In this appeal of a direct contempt order against a respondent parent, the Court of Appeals considers the lawfulness of a court order implicating a parent’s Fifth Amendment rights.
At a hearing considering the appointment of a GAL for mother, the department called mother as a witness. Mother’s counsel informed the court that she was facing criminal charges with overlapping factual allegations. The court advised mother about her Fifth Amendment right against self-incrimination but denied counsel’s motion to stand up and advise her to invoke the privilege on a question-by-question basis. Counsel continued to attempt to contemporaneously advise mother to invoke the privilege on a question-by-question basis, and after being threatened with contempt, resorted to knocking on counsel table to alert her to invoke her privilege. The court held counsel in direct contempt for violating its order. In holding counsel in contempt, the court clarified that its order had prohibited counsel not only from standing but also from contemporaneously communicating with mother about her right to invoke the Fifth Amendment. Counsel unsuccessfully moved to reconsider and then to vacate the contempt motion but was ultimately held in contempt and fined $1,000.

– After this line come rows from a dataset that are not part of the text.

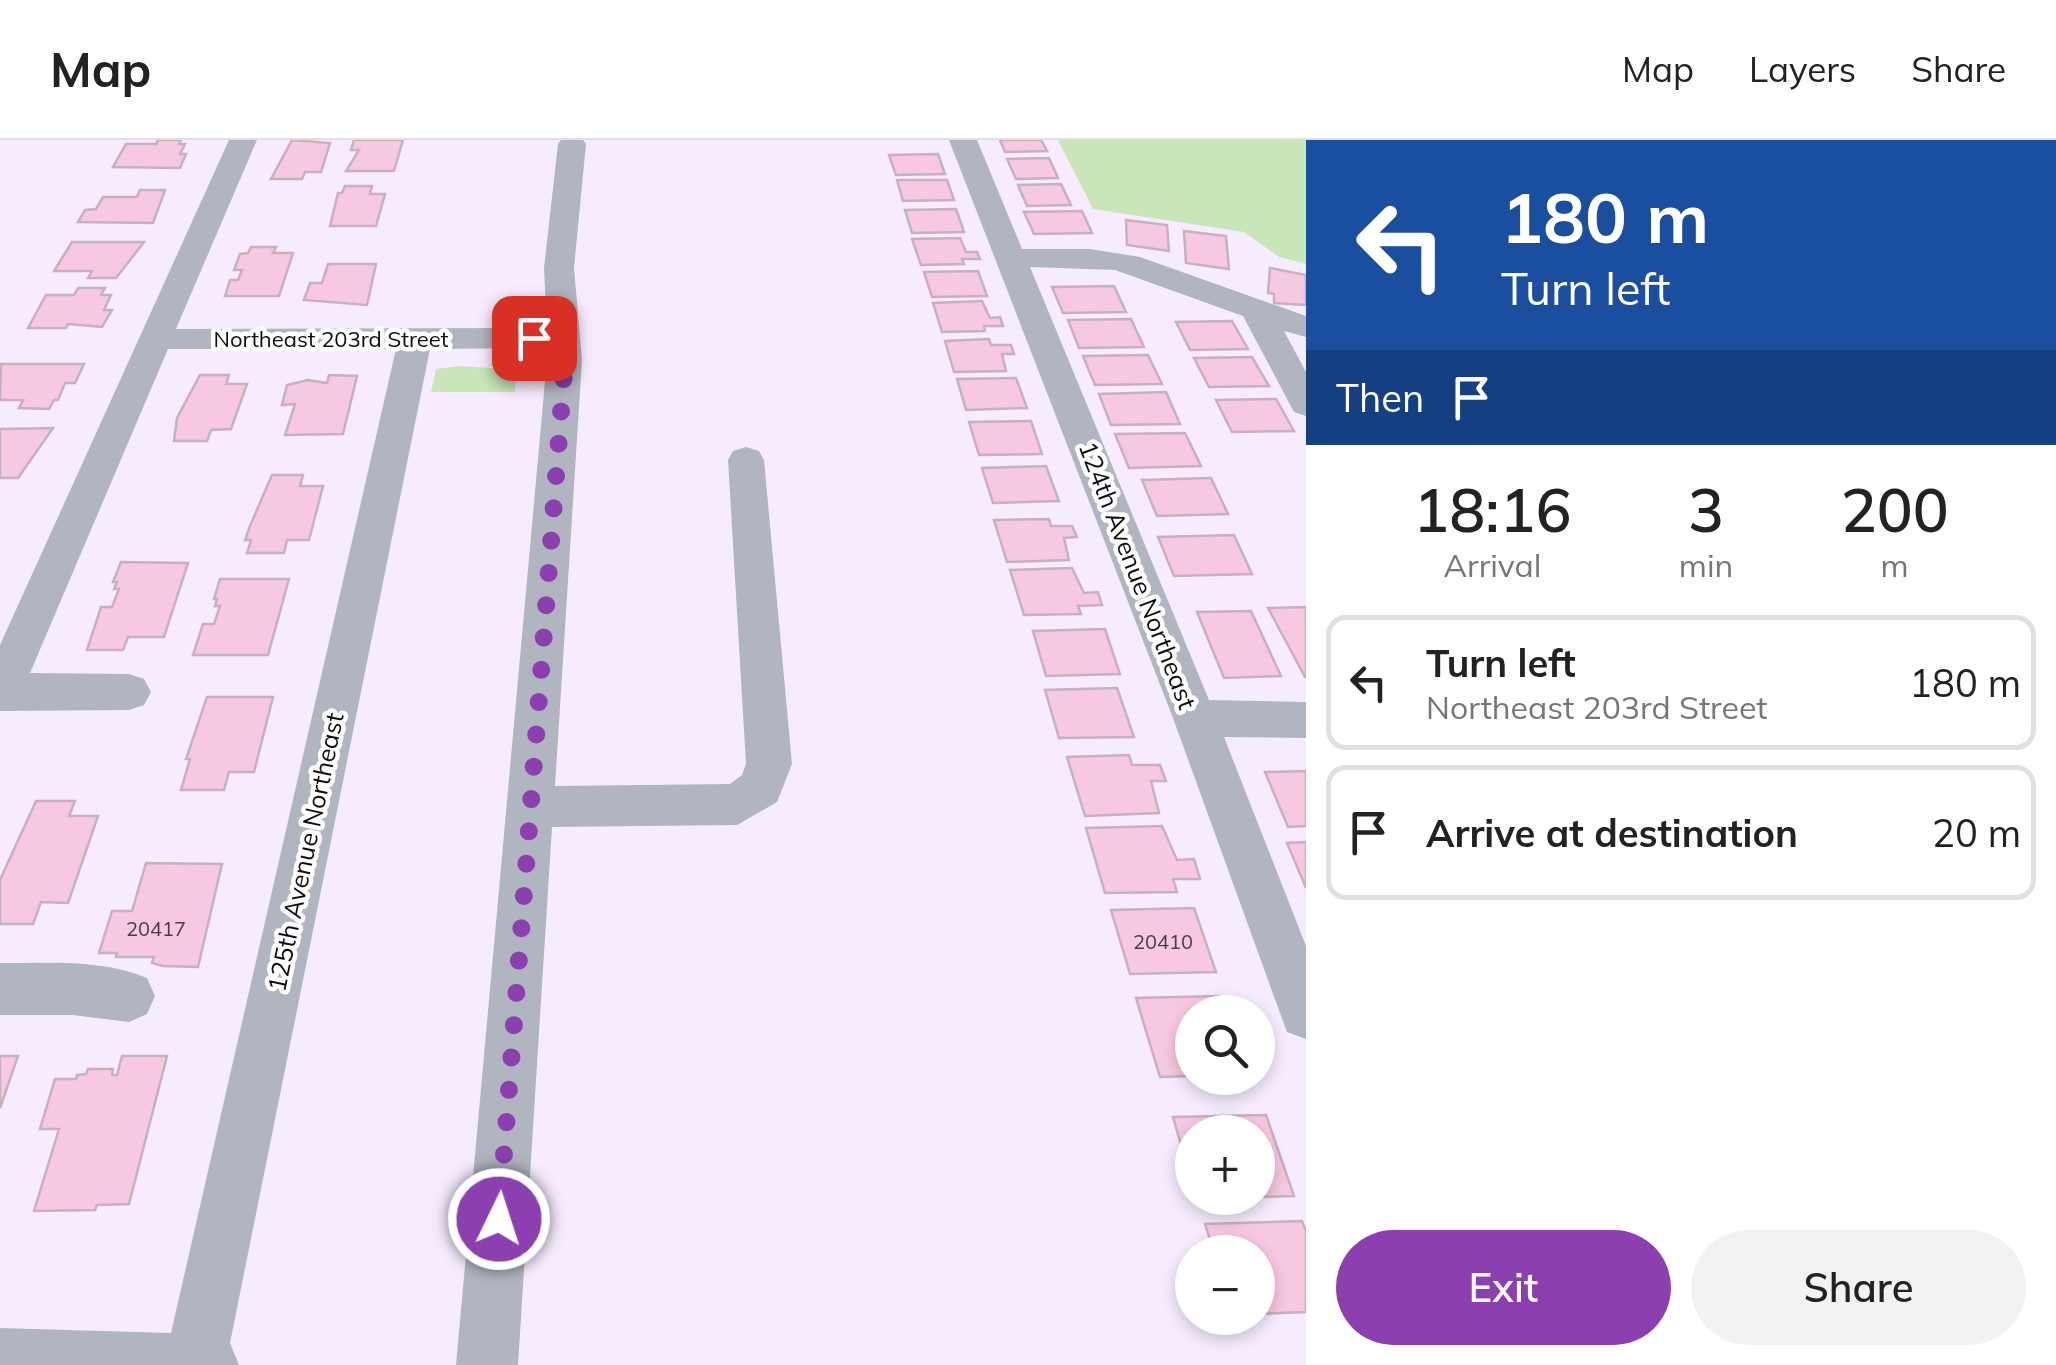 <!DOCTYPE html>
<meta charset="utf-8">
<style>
body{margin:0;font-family:Mulish,sans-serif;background:#f2f2f2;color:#222;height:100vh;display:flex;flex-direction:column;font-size:38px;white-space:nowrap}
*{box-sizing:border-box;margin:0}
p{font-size:32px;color:#767676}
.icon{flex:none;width:55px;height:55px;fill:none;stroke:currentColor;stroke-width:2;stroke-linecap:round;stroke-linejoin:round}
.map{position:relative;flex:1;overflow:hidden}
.sheet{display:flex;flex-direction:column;background:#fff;width:750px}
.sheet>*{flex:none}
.top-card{background:#1a4fa0;color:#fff;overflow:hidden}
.controls{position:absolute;left:1175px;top:855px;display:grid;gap:20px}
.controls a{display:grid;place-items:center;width:100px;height:100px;border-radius:50%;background:#fff;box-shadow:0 5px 15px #0003;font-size:50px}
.pin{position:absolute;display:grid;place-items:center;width:85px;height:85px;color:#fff;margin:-42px;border-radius:20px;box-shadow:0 5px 15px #0006}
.me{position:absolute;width:110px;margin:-55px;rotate:4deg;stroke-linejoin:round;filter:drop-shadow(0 0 8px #0008)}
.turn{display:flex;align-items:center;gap:35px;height:210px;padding:0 30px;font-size:45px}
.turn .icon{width:130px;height:130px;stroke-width:2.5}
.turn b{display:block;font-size:70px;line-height:85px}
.then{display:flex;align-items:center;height:95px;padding:0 30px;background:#0003;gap:20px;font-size:38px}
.eta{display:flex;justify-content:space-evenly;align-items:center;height:170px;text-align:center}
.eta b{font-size:60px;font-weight:600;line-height:70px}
.primary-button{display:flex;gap:20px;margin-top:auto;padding:20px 30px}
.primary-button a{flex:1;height:115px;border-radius:60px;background:#8c3faf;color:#fff;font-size:40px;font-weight:600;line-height:115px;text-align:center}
.primary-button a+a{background:#f2f2f2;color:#222}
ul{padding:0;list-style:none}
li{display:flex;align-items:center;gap:30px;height:135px;margin:0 20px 15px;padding:0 10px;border:5px solid #e0e0e0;border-radius:20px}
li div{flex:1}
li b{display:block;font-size:38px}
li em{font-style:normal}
header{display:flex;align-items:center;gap:60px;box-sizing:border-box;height:140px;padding:0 50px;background:#fff;border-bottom:2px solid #e0e0e0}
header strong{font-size:48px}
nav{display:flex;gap:55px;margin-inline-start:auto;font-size:35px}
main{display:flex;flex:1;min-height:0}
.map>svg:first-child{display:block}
.green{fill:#c9e6ba}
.building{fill:#f7c8e1;stroke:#c8b0bd;stroke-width:2.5}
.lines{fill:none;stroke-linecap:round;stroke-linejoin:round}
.minor{fill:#b1b5bf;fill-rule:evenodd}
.route{stroke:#8c3faf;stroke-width:18;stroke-dasharray:0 32.4}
.labels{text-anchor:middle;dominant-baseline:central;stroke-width:9;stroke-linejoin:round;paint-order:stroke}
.number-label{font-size:20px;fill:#493a46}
.far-street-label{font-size:22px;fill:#0f0b12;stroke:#fefefe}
.street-label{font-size:25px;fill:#0f0b12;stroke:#fefefe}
</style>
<header>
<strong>Map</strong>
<nav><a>Map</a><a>Layers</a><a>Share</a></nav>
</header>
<main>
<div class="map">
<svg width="1306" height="1225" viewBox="0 0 1306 1225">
<rect width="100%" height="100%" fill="#f7ecfe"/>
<!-- green -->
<g class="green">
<path d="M1058,0H1306V124L1279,117L1244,92L1093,69Z"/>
<path d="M460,226L517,230L515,252H431L436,229Z"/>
</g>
<!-- building -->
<g class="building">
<path d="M158,0H181L179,4H185L180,14H186L180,28L113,27L126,4H156Z"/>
<path d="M292,0L330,3L321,32H305L302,39H271Z"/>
<path d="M354,0H403L394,31H346L359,10H351Z"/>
<path d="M1000,0H1041L1047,11L1005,12Z"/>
<path d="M938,14L945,34L896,35L889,15Z"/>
<path d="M1049,18L1058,38L1016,39L1007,19Z"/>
<path d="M897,40H947L954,60L903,61Z"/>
<path d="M1061,44L1071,65L1027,66L1018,45Z"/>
<path d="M345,46H372L370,54H385L376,86H330L338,53H342Z"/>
<path d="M140,50H165L153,83L78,82L85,70L96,69L103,57H137Z"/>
<path d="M956,69L964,92L912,93L905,70Z"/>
<path d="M1082,71L1092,93L1034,94L1024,72Z"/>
<path d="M1126,80L1167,85L1169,111L1127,105Z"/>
<path d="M1184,91L1226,96L1229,129L1186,123Z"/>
<path d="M960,98L966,112H977L980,119H962L964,124L921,125L912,99Z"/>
<path d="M72,102H144L116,138H88L92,131H54Z"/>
<path d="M251,107H276L273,113H293L279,156H225L230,140H238L242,130H234L240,114L248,113Z"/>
<path d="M328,124H376L367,165L304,160L310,143H322Z"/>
<path d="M1270,128L1306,135V165L1274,163V154L1268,153Z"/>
<path d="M978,131L987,156L932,157L924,132Z"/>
<path d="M1114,146L1126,172L1063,173L1052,147Z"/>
<path d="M78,148H105L101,155H111L104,170H112L102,187L68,184L66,188H28L46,155H74Z"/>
<path d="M982,161L990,178L1000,177L1003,186H984L985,191L942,192L933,163Z"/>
<path d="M1131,179L1144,207L1079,208L1068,180Z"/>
<path d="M1232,181L1248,209L1190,210L1176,182Z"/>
<path d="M989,199L991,205H1011L1014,214H1002L1006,231L954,232L945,201Z"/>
<path d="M1148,215L1162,244L1095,245L1083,216Z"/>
<path d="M1252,217L1269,246L1209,247L1194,218Z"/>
<path d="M1,224H84L75,243H65L58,260H54L49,269L19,268L23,260H0Z"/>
<path d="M200,235H229L226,244H247L231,289L211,290L207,301H174L177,278Z"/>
<path d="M329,235L357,236L343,294L285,295L295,264L282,265L287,245L308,240L327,243Z"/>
<path d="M1016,238L1027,268L966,270L957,239Z"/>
<path d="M1166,252L1180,284L1111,285L1099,254Z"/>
<path d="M1276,259L1294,291L1232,292L1216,260Z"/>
<path d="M1031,281L1042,314L979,315L969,282Z"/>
<path d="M53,288L18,338H0V289Z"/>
<path d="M1185,293L1201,326L1129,328L1115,294Z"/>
<path d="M1046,326L1059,361L993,363L982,328Z"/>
<path d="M272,335H303L300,346H323L309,400H287L284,413H247L251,400H245L250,386Z"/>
<path d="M1211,338L1228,374L1157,376L1142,340Z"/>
<path d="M1049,379L1051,386H1072L1077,397L1064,398L1069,420L1007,422L994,380Z"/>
<path d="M1234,395L1252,434L1174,436L1158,397Z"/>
<path d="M121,422L188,423L164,497H128L123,510H87L101,467H112L119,449H114L117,442H113Z"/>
<path d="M1072,428L1084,453L1098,452L1102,465L1078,466L1081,474L1024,475L1010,430Z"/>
<path d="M220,439H289L268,515H193L203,484H214L220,466H215L217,459H214Z"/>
<path d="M1306,467V537H1305L1268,468Z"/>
<path d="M1251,471L1281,536L1224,538L1197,472Z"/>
<path d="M1105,489L1120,534L1046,536L1033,491Z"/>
<path d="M1117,548L1134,597L1059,598L1045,550Z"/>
<path d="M207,557H273L254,632H229L224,650H181L190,619H186Z"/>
<path d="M1129,615L1132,625H1160L1166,641H1151L1159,673L1085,676L1067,617Z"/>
<path d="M1306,631V686L1288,687L1265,632Z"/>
<path d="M36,661H75L69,676H98L68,763L41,762L33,784H0V740Z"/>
<path d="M1162,686L1177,720L1194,719L1200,739H1173L1177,752L1105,753L1086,688Z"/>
<path d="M1306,702V748L1287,703Z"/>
<path d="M146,723L222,724L198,827L163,826L152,823L154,817H116L117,813H99L112,771H132Z"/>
<path d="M1194,768L1216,832L1130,834L1111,770Z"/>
<path d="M1220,856L1226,872H1192V936L1160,937L1136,858Z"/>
<path d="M0,916H18L0,968Z"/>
<path d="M122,916H167L129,1064L97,1065L95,1070L34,1071L59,989H40L55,939H76L77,935L86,934L88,929H113L112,935H117Z"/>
<path d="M1266,975L1294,1056L1258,1057V992H1192V1043L1173,977Z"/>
<path d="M1302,1081L1306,1091V1172L1258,1174V1112H1214L1205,1084Z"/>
</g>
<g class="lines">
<!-- minor -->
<g class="minor">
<path d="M229,0H257L176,189L547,188L544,128L558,4L561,0H583L586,4L574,128L582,220L555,646L730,644L742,635L746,624L728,320L733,311L746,307L759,311L764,320L792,624L777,662L737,685L552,687L518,1225H456L548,208L430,209L230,1203L239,1225H0V1188L171,1193L396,209H168L30,533L129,534L144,539L151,552L144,565L129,570L0,571V505Z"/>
<path d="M949,0H977L1022,109H1090L1140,117L1306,176V197L1284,191L1306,232V276L1294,272L1243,176L1115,130L1030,127L1209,560L1306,562V598L1224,597L1306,806V899L1287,892L1280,873L1173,578Z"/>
<path d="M0,823C49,823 102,819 147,838L155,856L147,874L129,882L72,875H0Z"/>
</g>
</g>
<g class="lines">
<!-- route -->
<path class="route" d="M499,1079L565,220L564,198H534"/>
</g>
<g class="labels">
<!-- number labels -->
<g class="number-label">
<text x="156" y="788">20417</text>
<text x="1163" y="801">20410</text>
</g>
<!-- far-street labels -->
<g class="far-street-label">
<text x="331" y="199">Northeast 203rd Street</text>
</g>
<!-- street labels -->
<g class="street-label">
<text transform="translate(1138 435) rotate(69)">124th Avenue Northeast</text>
<text transform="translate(305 712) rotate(-78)">125th Avenue Northeast</text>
</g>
</g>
</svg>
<div class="controls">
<a><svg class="icon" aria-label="search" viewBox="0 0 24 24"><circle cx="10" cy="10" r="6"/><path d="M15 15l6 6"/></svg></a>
<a>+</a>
<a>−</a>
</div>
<div class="pin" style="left:534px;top:198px;background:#d93025"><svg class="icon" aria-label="arrive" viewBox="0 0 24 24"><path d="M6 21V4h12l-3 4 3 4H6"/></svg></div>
<svg class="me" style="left:499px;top:1079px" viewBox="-20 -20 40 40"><circle r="17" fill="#8c3faf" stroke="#fff" stroke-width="3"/><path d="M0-11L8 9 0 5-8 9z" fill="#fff"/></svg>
</div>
<section class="sheet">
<div class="top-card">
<div class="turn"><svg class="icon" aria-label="left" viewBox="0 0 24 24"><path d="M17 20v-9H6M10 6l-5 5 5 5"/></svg><div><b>180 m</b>Turn left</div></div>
<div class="then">Then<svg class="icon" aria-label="arrive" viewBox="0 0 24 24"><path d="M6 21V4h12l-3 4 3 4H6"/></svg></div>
</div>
<div class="eta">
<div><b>18:16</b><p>Arrival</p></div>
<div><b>3</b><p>min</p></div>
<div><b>200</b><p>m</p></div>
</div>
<ul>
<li><svg class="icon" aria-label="left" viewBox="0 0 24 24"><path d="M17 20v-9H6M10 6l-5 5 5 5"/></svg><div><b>Turn left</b><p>Northeast 203rd Street</p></div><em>180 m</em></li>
<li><svg class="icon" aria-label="arrive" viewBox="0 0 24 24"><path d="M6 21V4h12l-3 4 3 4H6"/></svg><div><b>Arrive at destination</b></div><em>20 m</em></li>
</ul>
<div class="primary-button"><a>Exit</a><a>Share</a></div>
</section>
</main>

The Court holds that the Fifth Amendment’s right against self-incrimination has a concomitant right to the advice of counsel that encompasses contemporaneous advice; the RPC was entitled to advise mother of her Fifth Amendment rights on a question-by-question basis. Because the court’s order prohibited such advice, the Court concludes the order was unlawful under the Fifth Amendment.

The Court next considers whether RPC was excused from complying with the order. Acknowledging that a party must generally comply with unlawful court orders or being held in contempt, the Court notes an exception clarifying that if compliance with the order poses a substantial risk of irreparable harm, the party’s failure to comply cannot support a finding of contempt. The Court determines that in this case, the risk of irreparable harm was sufficient to implicate this exception. Analyzing § 19-3-207, the Court concludes that its limited scope, which protects only parents’ formal admissions or denial of the allegations and not statements, did not provide sufficient mitigation of the risk of harm. Additionally, in this case, mother’s potential need for a GAL increased the risk that she would be unable to exercise her Fifth Amendment right without counsel’s contemporaneous advice.

The Court vacates the district court’s direct contempt order.